● Work to be completed: Which of the lines in the records below hold the string "Fishing"? Copy every one of them.

● Data in this exercise:
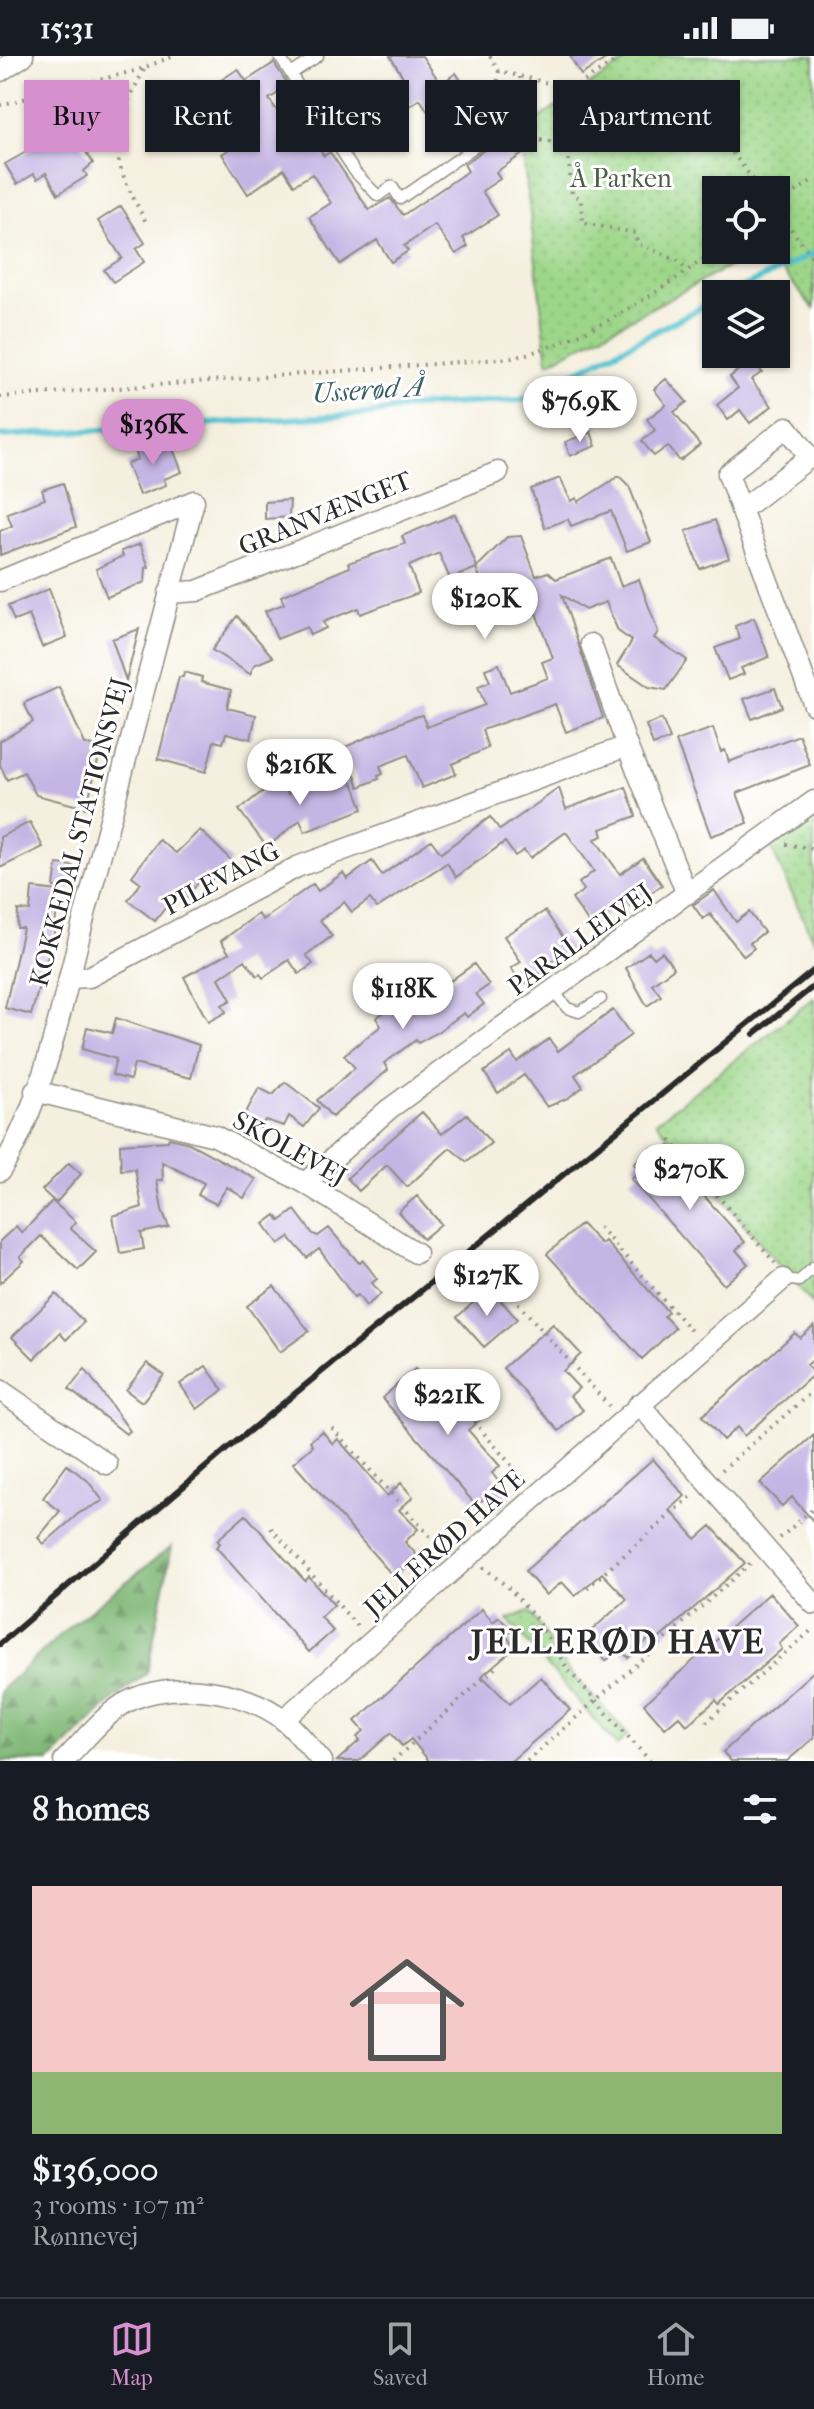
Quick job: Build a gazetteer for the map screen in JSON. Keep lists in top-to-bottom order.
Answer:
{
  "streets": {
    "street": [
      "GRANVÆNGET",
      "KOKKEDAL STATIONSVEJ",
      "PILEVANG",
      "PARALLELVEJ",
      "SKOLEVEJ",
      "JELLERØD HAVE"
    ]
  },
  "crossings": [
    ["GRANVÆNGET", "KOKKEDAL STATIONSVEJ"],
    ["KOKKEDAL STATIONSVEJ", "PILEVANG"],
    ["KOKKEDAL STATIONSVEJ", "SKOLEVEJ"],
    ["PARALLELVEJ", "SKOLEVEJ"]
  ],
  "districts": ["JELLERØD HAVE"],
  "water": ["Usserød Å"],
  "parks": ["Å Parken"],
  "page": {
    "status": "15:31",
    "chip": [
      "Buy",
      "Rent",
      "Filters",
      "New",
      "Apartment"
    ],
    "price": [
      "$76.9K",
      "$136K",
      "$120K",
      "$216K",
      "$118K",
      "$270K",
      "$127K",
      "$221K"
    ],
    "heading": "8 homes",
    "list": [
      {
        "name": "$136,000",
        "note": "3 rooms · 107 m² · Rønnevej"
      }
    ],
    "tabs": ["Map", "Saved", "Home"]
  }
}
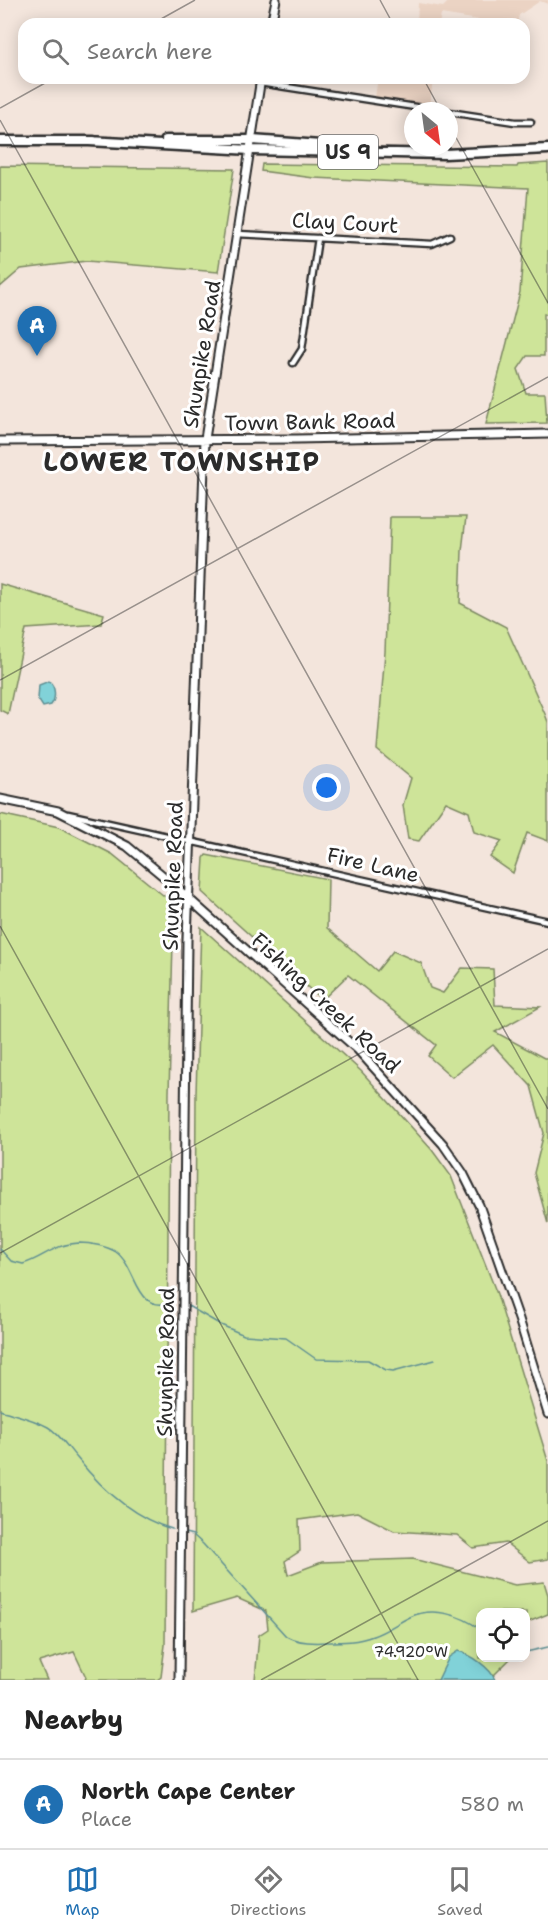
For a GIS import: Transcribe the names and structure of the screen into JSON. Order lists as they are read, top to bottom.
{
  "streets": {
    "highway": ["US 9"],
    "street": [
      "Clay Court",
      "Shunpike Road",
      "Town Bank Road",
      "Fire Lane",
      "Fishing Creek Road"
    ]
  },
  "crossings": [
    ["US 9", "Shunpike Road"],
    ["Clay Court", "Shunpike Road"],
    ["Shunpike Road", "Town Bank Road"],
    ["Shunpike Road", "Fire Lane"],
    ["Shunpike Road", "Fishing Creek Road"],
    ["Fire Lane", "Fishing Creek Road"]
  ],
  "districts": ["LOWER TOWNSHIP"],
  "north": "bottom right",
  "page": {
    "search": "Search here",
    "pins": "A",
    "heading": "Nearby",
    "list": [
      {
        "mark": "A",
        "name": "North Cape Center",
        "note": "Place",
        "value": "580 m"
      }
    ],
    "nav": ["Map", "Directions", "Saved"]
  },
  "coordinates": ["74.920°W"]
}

● Task response:
      "Fishing Creek Road"
    ["Shunpike Road", "Fishing Creek Road"],
    ["Fire Lane", "Fishing Creek Road"]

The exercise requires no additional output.